(Dataset excerpts)
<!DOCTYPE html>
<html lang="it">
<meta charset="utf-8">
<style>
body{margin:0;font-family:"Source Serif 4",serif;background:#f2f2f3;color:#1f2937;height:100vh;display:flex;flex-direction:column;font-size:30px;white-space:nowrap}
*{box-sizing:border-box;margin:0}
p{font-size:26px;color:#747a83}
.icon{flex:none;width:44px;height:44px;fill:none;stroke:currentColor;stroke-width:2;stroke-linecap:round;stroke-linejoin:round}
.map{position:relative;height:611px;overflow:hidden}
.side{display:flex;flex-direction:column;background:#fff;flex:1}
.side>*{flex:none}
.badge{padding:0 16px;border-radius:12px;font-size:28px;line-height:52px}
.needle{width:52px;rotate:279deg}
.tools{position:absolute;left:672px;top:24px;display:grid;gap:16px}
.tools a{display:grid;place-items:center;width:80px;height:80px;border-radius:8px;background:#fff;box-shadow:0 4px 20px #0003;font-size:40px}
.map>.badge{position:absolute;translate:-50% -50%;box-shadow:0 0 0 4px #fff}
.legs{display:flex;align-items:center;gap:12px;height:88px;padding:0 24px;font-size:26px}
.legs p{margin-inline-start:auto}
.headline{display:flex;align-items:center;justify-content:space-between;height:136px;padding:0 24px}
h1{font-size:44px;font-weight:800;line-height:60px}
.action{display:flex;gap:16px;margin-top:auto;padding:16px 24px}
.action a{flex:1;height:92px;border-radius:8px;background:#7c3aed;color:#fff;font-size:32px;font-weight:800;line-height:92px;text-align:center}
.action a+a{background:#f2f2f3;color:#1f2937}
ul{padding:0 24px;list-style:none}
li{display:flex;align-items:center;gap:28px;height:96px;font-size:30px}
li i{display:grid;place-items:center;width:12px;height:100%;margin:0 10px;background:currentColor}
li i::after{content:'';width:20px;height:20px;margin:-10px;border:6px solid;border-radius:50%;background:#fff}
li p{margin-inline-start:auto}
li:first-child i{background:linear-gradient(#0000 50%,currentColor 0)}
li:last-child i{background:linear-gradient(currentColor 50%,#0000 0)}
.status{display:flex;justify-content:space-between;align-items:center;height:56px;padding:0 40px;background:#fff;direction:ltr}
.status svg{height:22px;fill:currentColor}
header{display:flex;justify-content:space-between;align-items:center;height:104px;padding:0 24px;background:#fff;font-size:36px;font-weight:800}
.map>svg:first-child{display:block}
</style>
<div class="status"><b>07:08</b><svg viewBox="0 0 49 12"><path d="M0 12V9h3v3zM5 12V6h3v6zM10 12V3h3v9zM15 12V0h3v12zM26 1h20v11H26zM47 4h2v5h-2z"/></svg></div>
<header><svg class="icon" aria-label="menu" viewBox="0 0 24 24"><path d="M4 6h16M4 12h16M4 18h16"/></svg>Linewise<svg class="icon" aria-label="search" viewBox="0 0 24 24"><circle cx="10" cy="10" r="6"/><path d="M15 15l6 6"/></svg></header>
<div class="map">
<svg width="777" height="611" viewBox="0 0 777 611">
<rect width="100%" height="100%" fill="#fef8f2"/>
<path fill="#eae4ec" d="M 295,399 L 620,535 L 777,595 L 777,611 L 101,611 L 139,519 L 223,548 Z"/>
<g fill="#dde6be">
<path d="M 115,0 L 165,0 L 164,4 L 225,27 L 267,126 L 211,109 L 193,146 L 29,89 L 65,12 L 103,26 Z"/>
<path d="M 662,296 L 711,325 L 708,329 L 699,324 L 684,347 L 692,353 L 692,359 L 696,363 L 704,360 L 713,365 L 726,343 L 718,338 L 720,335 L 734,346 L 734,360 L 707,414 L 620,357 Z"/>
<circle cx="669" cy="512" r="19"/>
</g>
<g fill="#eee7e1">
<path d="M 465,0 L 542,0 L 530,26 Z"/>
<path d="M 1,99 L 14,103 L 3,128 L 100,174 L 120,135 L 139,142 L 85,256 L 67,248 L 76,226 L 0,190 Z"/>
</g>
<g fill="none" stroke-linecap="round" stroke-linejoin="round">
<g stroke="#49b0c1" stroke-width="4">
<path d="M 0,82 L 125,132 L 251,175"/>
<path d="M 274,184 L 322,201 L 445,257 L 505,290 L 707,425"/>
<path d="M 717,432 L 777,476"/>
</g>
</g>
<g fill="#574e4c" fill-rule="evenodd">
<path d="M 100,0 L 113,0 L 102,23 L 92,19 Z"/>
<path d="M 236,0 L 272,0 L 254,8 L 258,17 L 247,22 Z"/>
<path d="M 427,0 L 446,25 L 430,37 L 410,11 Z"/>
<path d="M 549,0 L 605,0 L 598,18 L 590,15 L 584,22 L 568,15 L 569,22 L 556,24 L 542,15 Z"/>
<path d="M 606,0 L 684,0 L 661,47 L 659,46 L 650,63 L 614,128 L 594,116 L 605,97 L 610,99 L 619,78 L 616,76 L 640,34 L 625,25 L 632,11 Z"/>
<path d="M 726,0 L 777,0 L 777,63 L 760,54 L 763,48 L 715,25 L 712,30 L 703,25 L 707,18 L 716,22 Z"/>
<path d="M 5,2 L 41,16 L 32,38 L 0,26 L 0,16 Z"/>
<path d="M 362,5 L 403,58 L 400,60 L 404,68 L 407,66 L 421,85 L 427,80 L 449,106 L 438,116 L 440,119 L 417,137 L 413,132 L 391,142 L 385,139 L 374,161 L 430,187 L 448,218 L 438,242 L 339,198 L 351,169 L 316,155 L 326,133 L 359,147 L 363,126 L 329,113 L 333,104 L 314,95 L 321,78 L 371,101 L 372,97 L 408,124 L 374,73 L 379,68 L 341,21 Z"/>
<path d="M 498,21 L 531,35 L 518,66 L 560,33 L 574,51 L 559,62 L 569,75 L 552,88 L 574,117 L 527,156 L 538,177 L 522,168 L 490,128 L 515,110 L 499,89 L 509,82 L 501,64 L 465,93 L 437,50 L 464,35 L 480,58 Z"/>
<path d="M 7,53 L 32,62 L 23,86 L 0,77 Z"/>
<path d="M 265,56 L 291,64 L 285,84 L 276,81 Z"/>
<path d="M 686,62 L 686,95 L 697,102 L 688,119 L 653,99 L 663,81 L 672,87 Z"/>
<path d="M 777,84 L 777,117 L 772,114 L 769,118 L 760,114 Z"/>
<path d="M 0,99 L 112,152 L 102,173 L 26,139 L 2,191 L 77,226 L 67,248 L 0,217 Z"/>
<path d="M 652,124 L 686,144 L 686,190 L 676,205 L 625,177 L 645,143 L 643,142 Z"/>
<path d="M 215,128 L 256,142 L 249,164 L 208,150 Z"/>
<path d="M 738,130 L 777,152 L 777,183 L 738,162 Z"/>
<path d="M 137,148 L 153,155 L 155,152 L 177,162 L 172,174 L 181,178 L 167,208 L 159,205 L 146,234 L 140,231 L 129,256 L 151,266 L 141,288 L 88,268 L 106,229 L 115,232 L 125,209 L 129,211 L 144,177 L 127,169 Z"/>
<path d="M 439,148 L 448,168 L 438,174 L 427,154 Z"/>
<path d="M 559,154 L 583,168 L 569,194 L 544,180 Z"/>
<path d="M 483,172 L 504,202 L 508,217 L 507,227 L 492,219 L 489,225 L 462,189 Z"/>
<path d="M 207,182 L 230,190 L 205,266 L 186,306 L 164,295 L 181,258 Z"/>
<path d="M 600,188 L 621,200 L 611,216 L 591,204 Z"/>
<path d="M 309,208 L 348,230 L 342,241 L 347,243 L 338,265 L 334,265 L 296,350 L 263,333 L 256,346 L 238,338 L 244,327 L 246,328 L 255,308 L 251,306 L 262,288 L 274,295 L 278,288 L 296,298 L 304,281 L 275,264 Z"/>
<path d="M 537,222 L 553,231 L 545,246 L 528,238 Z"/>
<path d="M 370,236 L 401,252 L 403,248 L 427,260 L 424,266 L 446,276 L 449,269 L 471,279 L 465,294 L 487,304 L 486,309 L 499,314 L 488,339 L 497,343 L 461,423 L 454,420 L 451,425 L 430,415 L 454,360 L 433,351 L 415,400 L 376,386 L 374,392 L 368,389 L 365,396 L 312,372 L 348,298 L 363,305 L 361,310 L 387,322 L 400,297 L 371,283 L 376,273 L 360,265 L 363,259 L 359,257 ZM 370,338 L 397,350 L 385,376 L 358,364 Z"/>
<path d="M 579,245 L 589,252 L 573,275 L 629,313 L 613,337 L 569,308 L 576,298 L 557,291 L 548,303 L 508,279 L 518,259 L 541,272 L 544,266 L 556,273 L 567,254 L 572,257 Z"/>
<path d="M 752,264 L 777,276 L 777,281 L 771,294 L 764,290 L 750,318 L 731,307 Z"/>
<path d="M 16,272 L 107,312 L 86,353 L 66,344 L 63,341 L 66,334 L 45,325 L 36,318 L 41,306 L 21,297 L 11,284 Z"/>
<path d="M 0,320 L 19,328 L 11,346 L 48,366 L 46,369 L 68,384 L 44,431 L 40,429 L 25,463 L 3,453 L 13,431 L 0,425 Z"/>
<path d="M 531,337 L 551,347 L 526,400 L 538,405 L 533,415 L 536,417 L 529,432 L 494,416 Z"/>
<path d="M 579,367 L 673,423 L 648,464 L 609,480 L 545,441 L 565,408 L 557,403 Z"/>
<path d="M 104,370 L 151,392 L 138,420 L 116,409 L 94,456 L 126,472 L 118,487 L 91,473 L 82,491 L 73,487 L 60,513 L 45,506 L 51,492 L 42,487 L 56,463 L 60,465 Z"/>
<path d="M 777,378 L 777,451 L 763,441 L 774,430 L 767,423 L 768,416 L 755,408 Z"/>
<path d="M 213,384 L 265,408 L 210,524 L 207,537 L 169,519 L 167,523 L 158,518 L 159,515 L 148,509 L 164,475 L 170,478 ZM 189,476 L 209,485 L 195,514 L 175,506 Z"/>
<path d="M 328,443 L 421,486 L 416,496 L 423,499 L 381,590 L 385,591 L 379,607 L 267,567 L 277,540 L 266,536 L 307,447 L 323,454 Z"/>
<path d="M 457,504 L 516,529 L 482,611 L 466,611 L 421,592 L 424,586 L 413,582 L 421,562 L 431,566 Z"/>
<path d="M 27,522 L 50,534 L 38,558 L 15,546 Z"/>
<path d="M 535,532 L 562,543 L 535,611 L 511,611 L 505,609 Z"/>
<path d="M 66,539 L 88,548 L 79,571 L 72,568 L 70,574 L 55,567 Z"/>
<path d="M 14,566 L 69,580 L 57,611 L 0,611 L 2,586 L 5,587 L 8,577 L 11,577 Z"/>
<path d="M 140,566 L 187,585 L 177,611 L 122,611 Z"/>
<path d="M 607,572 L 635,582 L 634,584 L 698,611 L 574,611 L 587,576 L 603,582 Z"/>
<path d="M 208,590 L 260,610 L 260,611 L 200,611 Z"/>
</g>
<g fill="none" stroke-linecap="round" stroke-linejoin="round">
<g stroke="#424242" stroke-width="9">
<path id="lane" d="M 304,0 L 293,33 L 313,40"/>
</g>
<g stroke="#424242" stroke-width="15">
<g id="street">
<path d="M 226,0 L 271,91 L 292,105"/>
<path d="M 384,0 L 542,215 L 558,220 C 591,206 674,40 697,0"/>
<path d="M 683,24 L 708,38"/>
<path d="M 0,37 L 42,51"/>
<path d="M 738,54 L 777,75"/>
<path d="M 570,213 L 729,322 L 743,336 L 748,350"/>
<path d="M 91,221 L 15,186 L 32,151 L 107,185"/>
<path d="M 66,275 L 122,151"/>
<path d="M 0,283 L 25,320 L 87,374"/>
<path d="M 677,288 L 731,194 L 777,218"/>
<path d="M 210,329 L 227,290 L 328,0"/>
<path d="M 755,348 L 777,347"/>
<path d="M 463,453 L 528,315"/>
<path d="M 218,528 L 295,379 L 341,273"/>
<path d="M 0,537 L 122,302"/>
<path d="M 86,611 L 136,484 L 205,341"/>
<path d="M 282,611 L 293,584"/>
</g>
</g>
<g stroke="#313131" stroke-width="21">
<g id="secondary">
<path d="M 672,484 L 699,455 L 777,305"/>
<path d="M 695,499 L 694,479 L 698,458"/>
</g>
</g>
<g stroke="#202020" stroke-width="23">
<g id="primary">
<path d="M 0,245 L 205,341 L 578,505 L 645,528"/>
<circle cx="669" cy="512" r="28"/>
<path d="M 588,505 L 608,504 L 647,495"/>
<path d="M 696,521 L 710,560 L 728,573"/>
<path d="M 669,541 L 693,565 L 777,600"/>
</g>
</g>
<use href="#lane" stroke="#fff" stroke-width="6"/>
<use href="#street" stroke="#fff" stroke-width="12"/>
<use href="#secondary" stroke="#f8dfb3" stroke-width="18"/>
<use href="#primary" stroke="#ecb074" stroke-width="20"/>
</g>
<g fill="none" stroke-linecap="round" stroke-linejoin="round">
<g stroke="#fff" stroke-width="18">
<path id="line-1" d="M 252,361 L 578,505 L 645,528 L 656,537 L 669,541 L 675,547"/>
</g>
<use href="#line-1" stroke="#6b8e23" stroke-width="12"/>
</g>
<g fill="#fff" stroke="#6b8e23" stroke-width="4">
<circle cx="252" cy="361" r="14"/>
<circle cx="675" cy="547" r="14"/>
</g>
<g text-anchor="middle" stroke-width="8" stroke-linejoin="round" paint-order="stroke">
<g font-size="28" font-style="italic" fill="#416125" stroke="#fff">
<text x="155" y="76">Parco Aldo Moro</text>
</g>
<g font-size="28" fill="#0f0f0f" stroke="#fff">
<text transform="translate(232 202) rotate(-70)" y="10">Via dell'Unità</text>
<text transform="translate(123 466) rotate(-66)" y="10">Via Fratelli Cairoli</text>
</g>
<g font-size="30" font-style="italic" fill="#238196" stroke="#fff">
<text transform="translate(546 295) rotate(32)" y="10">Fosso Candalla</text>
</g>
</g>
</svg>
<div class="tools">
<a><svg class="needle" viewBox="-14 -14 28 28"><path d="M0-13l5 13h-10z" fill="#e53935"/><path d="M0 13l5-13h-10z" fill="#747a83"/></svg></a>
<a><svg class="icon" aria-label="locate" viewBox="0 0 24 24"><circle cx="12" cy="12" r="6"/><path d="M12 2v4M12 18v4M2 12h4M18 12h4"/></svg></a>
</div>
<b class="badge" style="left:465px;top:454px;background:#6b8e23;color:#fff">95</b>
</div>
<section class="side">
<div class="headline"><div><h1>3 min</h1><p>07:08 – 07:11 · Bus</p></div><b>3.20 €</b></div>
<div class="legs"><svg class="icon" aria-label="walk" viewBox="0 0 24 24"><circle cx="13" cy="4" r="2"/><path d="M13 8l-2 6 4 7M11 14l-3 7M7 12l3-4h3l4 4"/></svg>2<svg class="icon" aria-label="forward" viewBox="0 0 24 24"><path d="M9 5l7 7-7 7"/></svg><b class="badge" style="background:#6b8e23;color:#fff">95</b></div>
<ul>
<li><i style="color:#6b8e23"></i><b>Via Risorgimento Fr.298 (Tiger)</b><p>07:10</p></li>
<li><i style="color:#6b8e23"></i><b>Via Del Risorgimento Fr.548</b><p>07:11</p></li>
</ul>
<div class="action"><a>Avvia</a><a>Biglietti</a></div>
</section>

THE PROBLEM
From the data above, report how many lines include the string "tools". The number alone will do.

RESPONSE TO THE EXERCISE
3